Return to story
Loose dogs blamed in Partlow death
UPDATE: Spotsylvania County officials believe a dead pit bull they have in custody is the third such dog involved in a fatal attack on an 82-year-old woman killed yesterday.
An 82-year-old Partlow woman died en route to VCU Medical Center yesterday after she was attacked by three pit bulls roaming her rural Spotsylvania County neighborhood.
Dorothy Sullivan was found by her daughter at her home off Partlow Road, about two miles west of Berkeley Elementary School, authorities said last night.
Sullivan, who lived at 205 Oak Crest Drive, was in her yard when the attack occurred at about 2:17 p.m., sheriff's Capt. Ed Lunsford said.
A deputy responding to the emergency shot and killed one of the dogs shortly after the incident; an animal control officer captured a second dog, said William Tydings, director of animal control. Both were identified as the dogs responsible for the attack, he said.
A third dog was on the loose last night, and animal control officers were going door to door in the neighborhood hoping to find it.
The incident brought out all of Spotsylvania's available animal control officers--one was recovering from a broken leg--and sent them bouncing down rutted muddy lanes and driveways to canvass residents.
Some homes in the area are posted with blaze-orange no trespassing signs and posters that warned: BEWARE OF DOG.
Authorities came close to capturing the brindle-colored dog earlier in the afternoon. It had been standing alongside the dog that was shot, Tydings said.
But when the deputy killed the wiry black dog, the other pit bull bolted into the thick woods.

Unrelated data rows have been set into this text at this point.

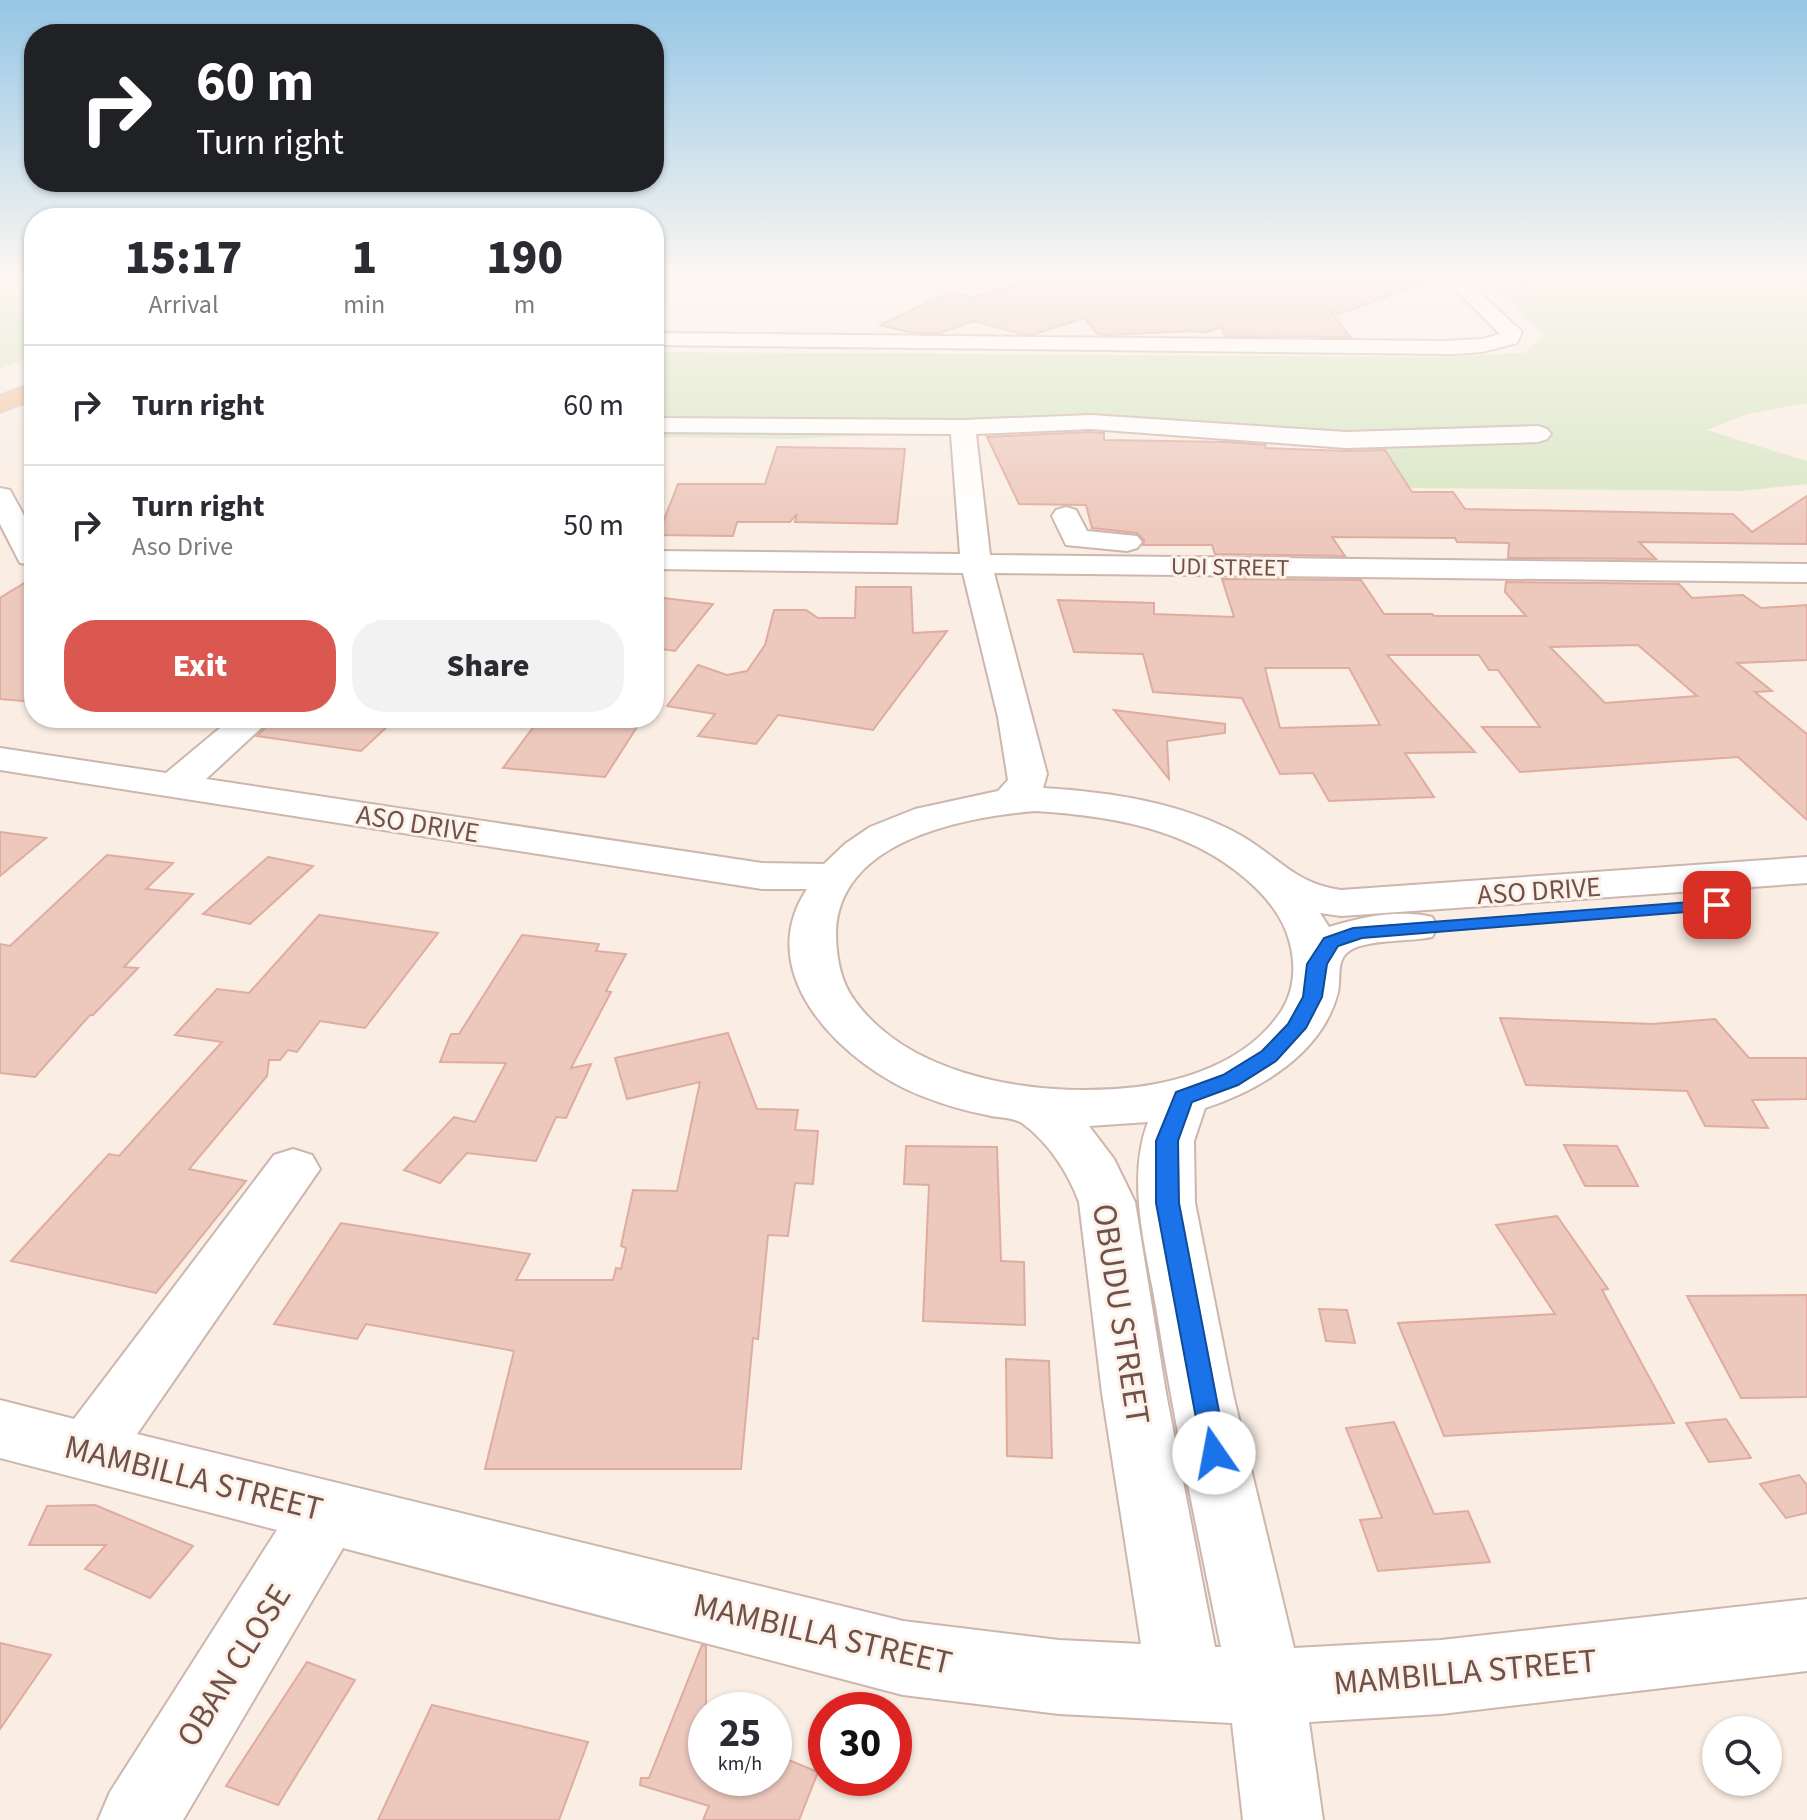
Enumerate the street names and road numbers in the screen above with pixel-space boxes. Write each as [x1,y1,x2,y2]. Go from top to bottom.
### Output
street label: UDI STREET [1171,549,1290,586]
street label: ASO DRIVE [353,795,482,853]
street label: ASO DRIVE [1476,867,1602,915]
street label: OBUDU STREET [1079,1200,1162,1428]
street label: MAMBILLA STREET [59,1423,328,1534]
street label: OBAN CLOSE [165,1575,304,1757]
street label: MAMBILLA STREET [688,1581,957,1688]
street label: MAMBILLA STREET [1331,1637,1599,1708]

As the sun began setting around 6 p.m., it still hadn't surfaced.
Animal control officers weren't sure whether it had returned to its home or found shelter in the woods.

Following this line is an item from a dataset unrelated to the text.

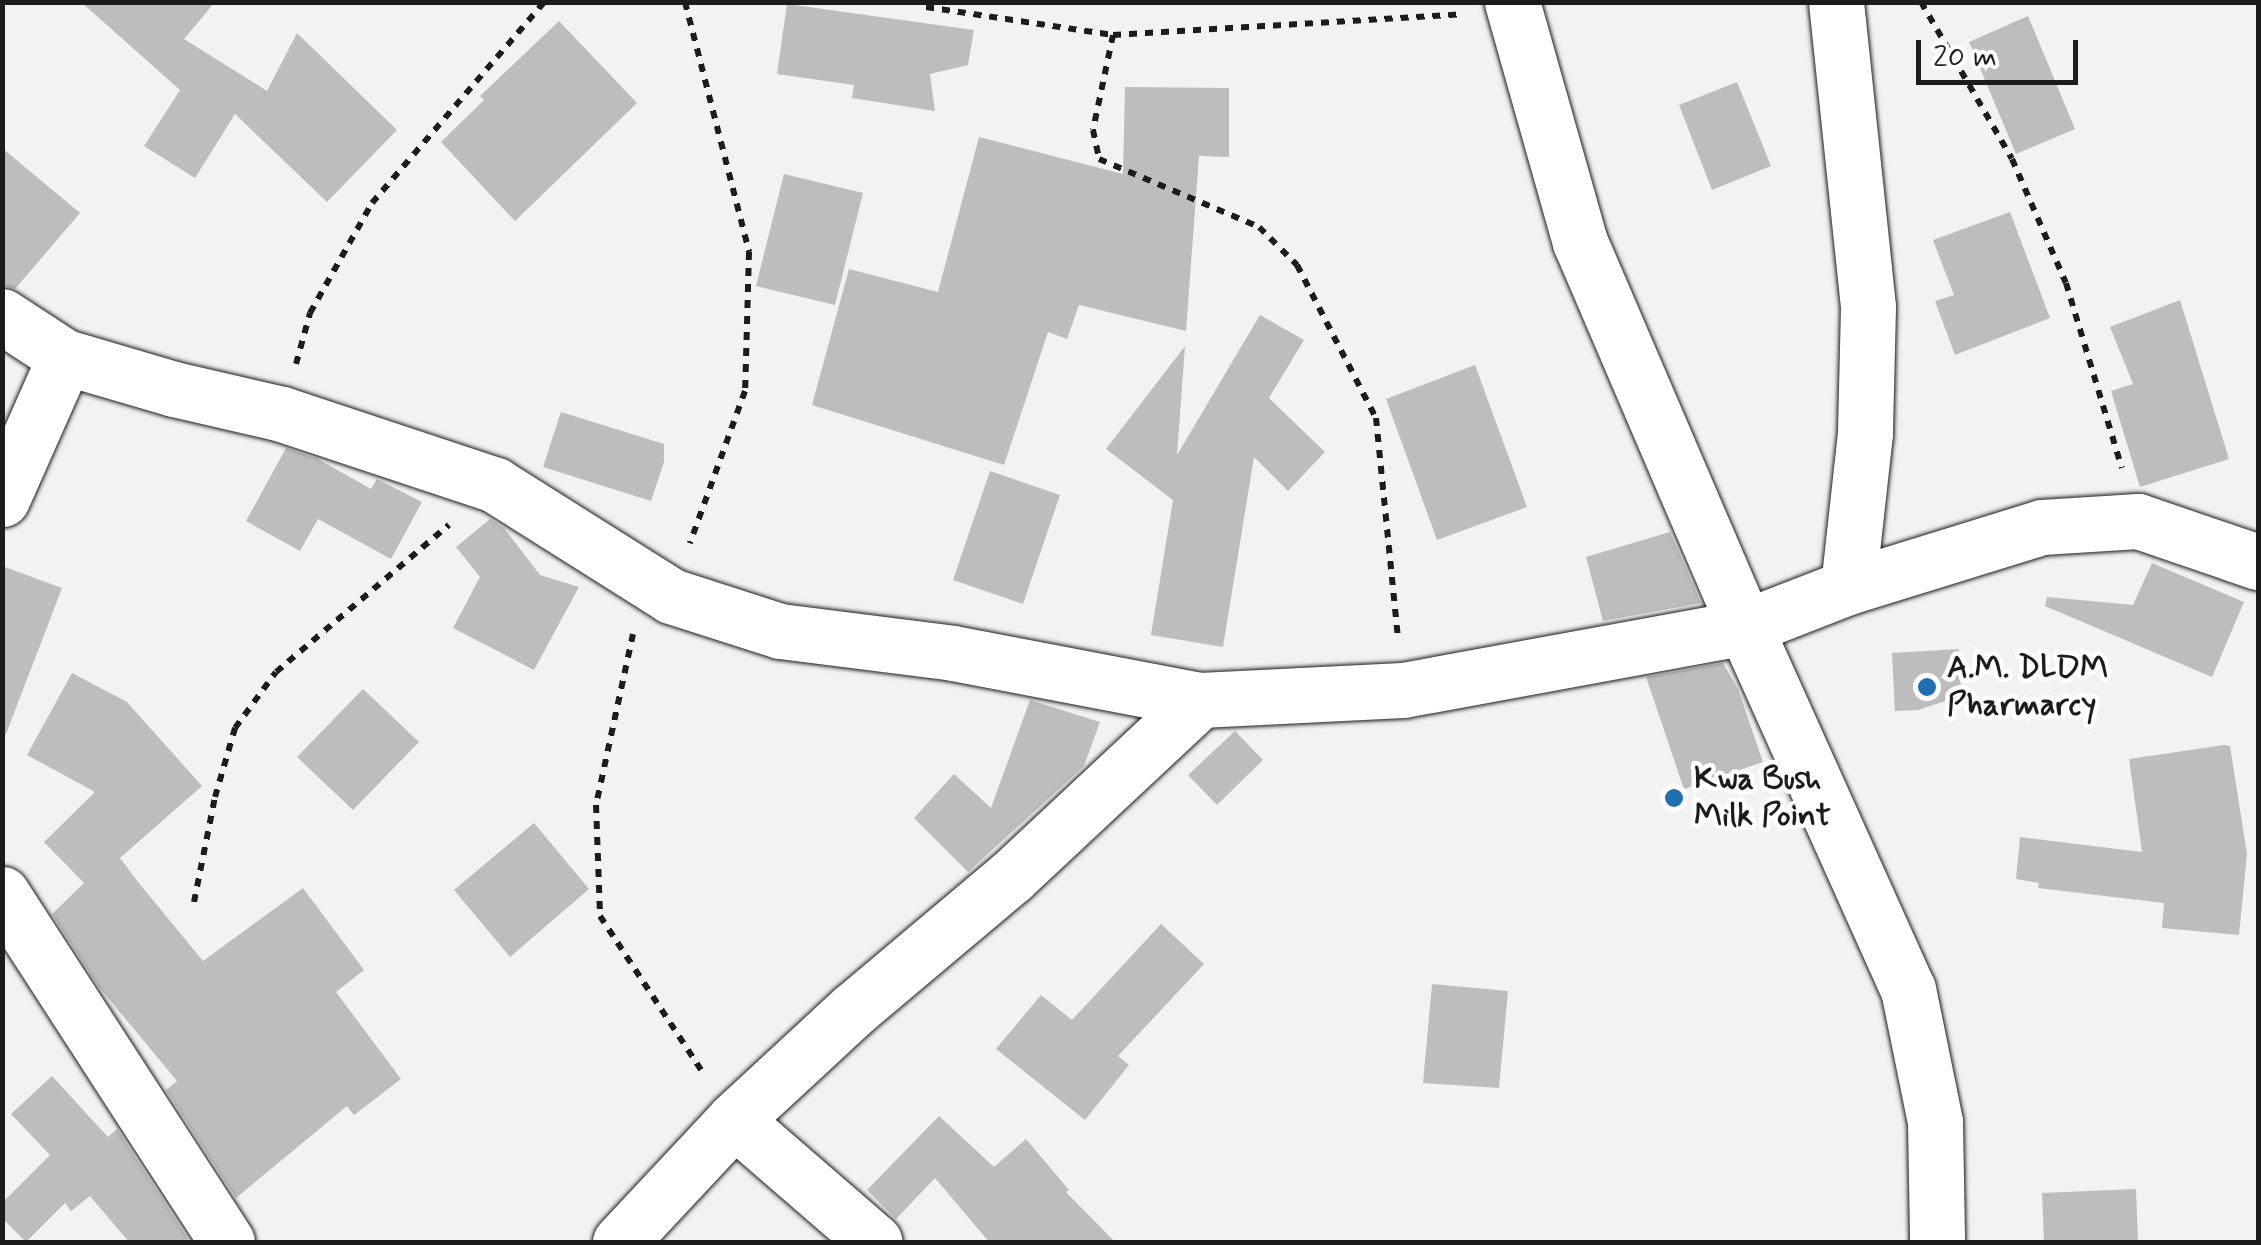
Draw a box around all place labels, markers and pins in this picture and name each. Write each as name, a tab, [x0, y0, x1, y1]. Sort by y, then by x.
place label: A.M. DLDM Pharmarcy	[1947, 650, 2108, 725]
marker: A.M. DLDM Pharmarcy	[1916, 676, 1938, 698]
place label: Kwa Bush Milk Point	[1694, 761, 1831, 836]
marker: Kwa Bush Milk Point	[1663, 787, 1685, 809]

Two neighbors said they told authorities loose pit bulls have been a problem in the neighborhood for at least a year.
Jean Baker said last night that she was picking up limbs in her yard a year ago when a pack of dogs advanced on her. She said she was able to retreat to her home.
"I started screaming," she said. "I was so scared."

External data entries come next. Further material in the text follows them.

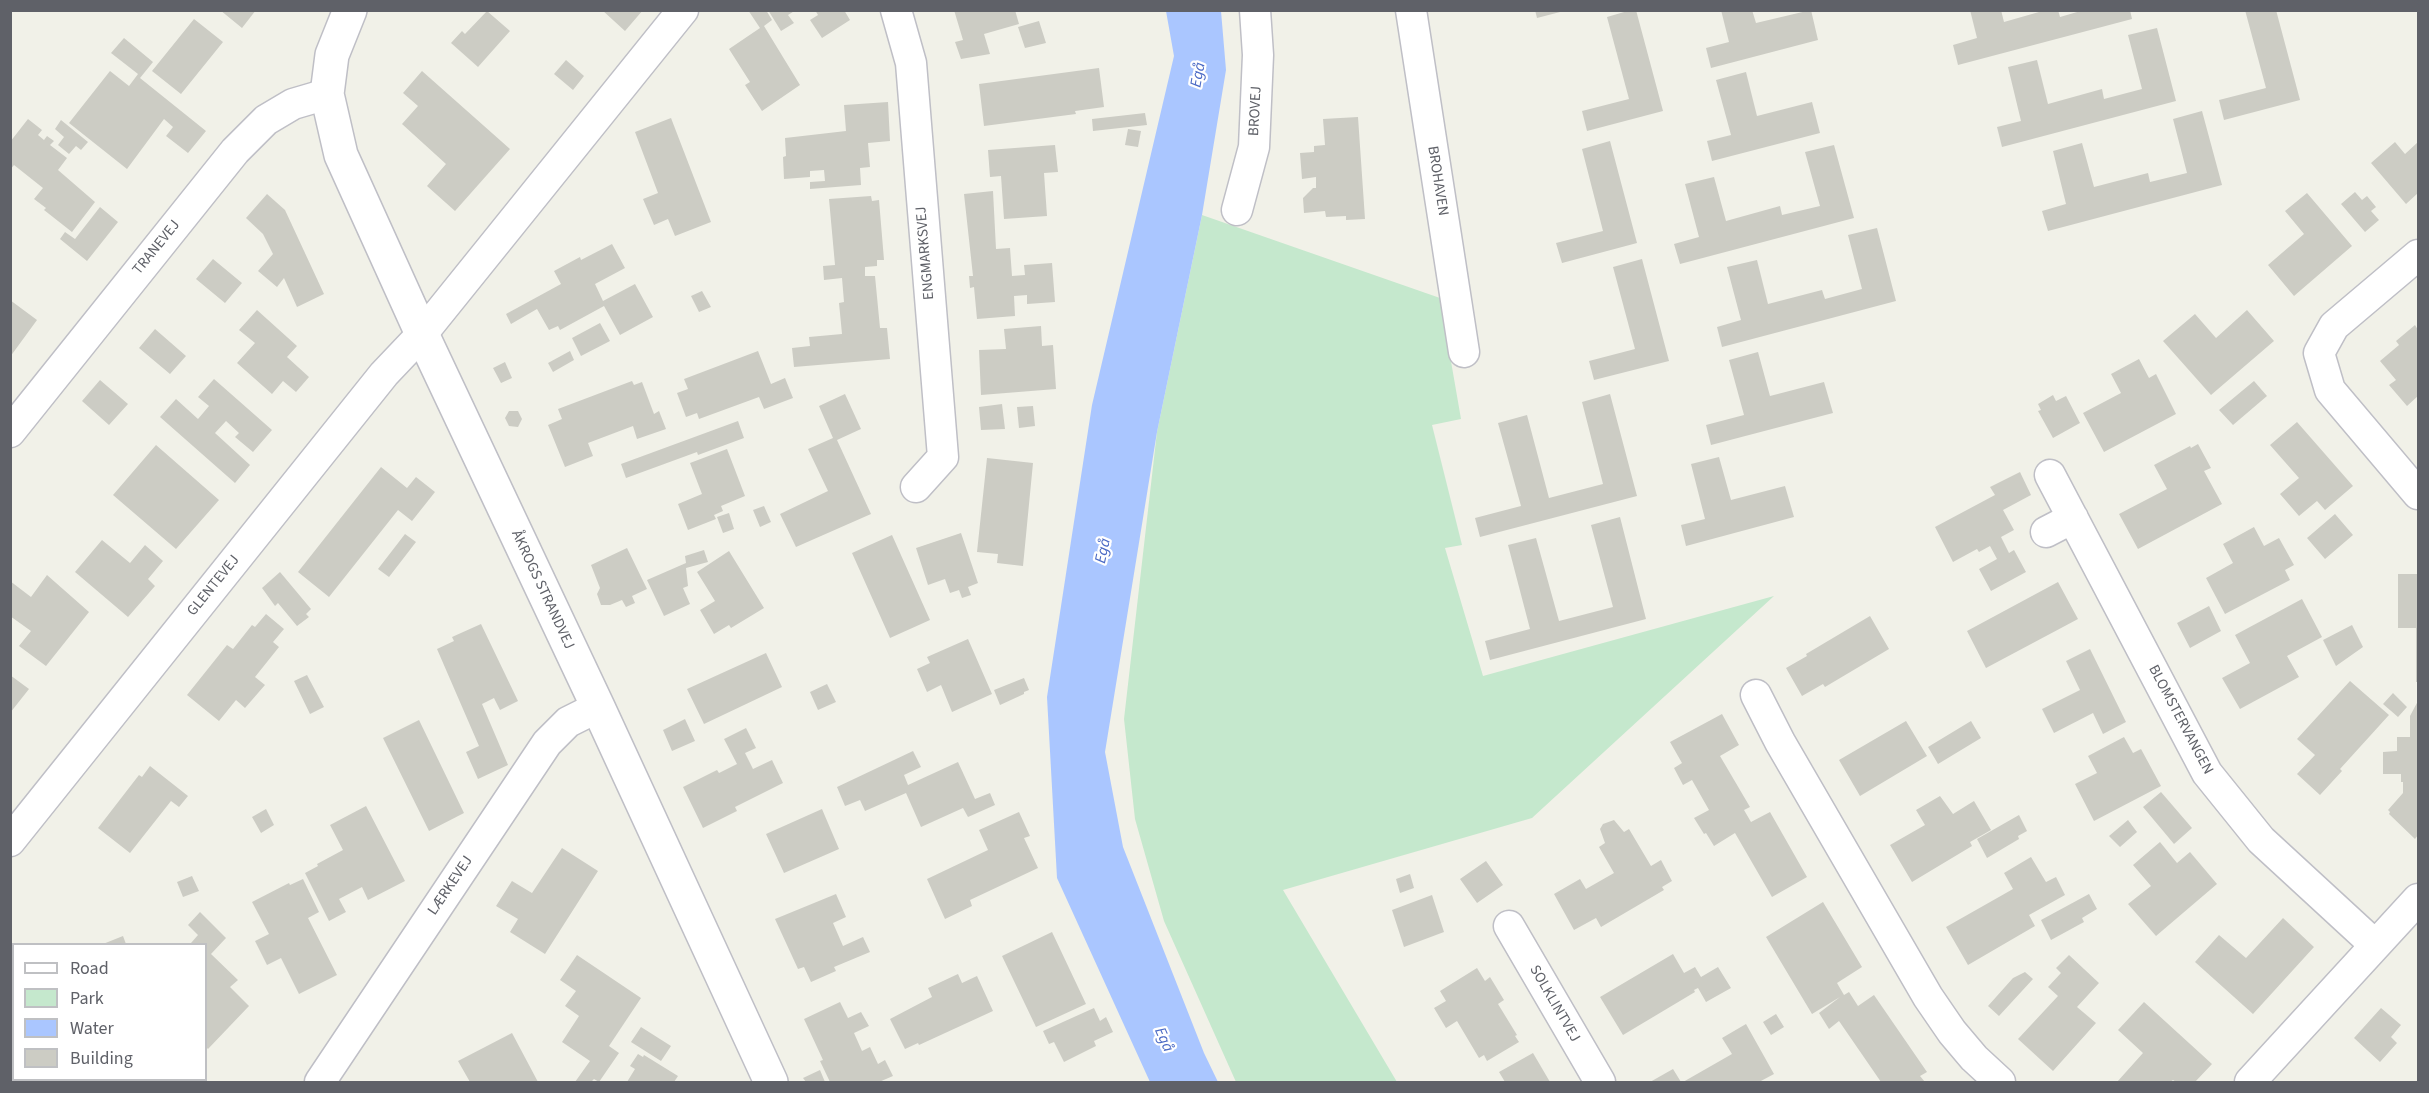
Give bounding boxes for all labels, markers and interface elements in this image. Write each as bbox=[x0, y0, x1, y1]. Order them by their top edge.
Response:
water label: Egå bbox=[1187, 61, 1211, 89]
street label: BROVEJ bbox=[1246, 86, 1266, 136]
street label: BROHAVEN bbox=[1423, 145, 1451, 217]
street label: ENGMARKSVEJ bbox=[913, 205, 939, 301]
street label: TRANEVEJ bbox=[130, 217, 184, 279]
street label: ÅKROGS STRANDVEJ bbox=[506, 527, 578, 653]
water label: Egå bbox=[1092, 537, 1116, 565]
street label: GLENTEVEJ bbox=[184, 552, 244, 620]
street label: BLOMSTERVANGEN bbox=[2144, 662, 2216, 778]
street label: LÆRKEVEJ bbox=[425, 853, 477, 919]
legend bbox=[12, 943, 207, 1081]
text: Road bbox=[70, 956, 109, 981]
street label: SOLKLINTVEJ bbox=[1525, 962, 1583, 1046]
text: Park bbox=[70, 986, 104, 1011]
text: Water bbox=[70, 1016, 114, 1041]
water label: Egå bbox=[1149, 1025, 1177, 1055]
text: Building bbox=[70, 1046, 133, 1071]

Baker's grown daughter, Deborah, said she reported a pack of loose pit bulls to Spotsylvania Animal Control three weeks ago.
From her kitchen door, she spied three multicolored dogs approaching a neighbor's house through the back yard. She confronted the dogs, knowing a 4-year-old child was playing out front.
"At first they went toward me," she said. "I was willing to give my life for that child."
One neighbor returning home from work yesterday told an animal control officer he'd seen the brindle pit bull loose before in the neighborhood.
The man said he threw a chunk of firewood at the growling dog when it recently approached him as he stood on his porch. The man missed, and lamented that he should've shot the dog instead.
Tydings said yesterday his office had been actively pursuing reports of pit bulls loose in the area in recent weeks.
A Spotsylvania animal control officer was in the area when the attack occurred, responding to a call of a loose boxer, Tydings said.
"This is a bad situation," he said. "This is my worst nightmare."
Authorities identified the nearby owner of one of the dogs yesterday, but did not release her name. Lunsford, of the Sheriff's Office, said criminal charges were possible, but none had been lodged yesterday.
The captured dog will be kept in captivity for 10 days to see if it has rabies, Tydings said, then it will be killed. The dead dog will be sent to Richmond for a rabies check before being destroyed.
Pit bulls have been a controversial breed for years, primarily because of attacks.
Earlier this month in Canada, the Ontario legislature voted to ban pit bulls and require those already owning the breed to neuter them and muzzle them.
According to published reports, similar bans are in effect in Britain, France and Germany.
There were two attacks by pit bulls in Alabama earlier this month, according to published reports.
Because of attacks in Georgia, a state legislator there sponsored a bill that would ban the importation, sale and possession of new pit bulls in the state.
Last summer, city councilors in Boston approved a new ordinance requiring pit bulls to be muzzled in public after two deadly incidents in one week.
But the breed also has its defenders.
Breeders, the American Kennel Club and the American Veterinarian Medical Association oppose breed-specific bans.
Owners are responsible for a dog's behavior, they say, according to published reports.
Staff writer Edie Gross contributed to this story.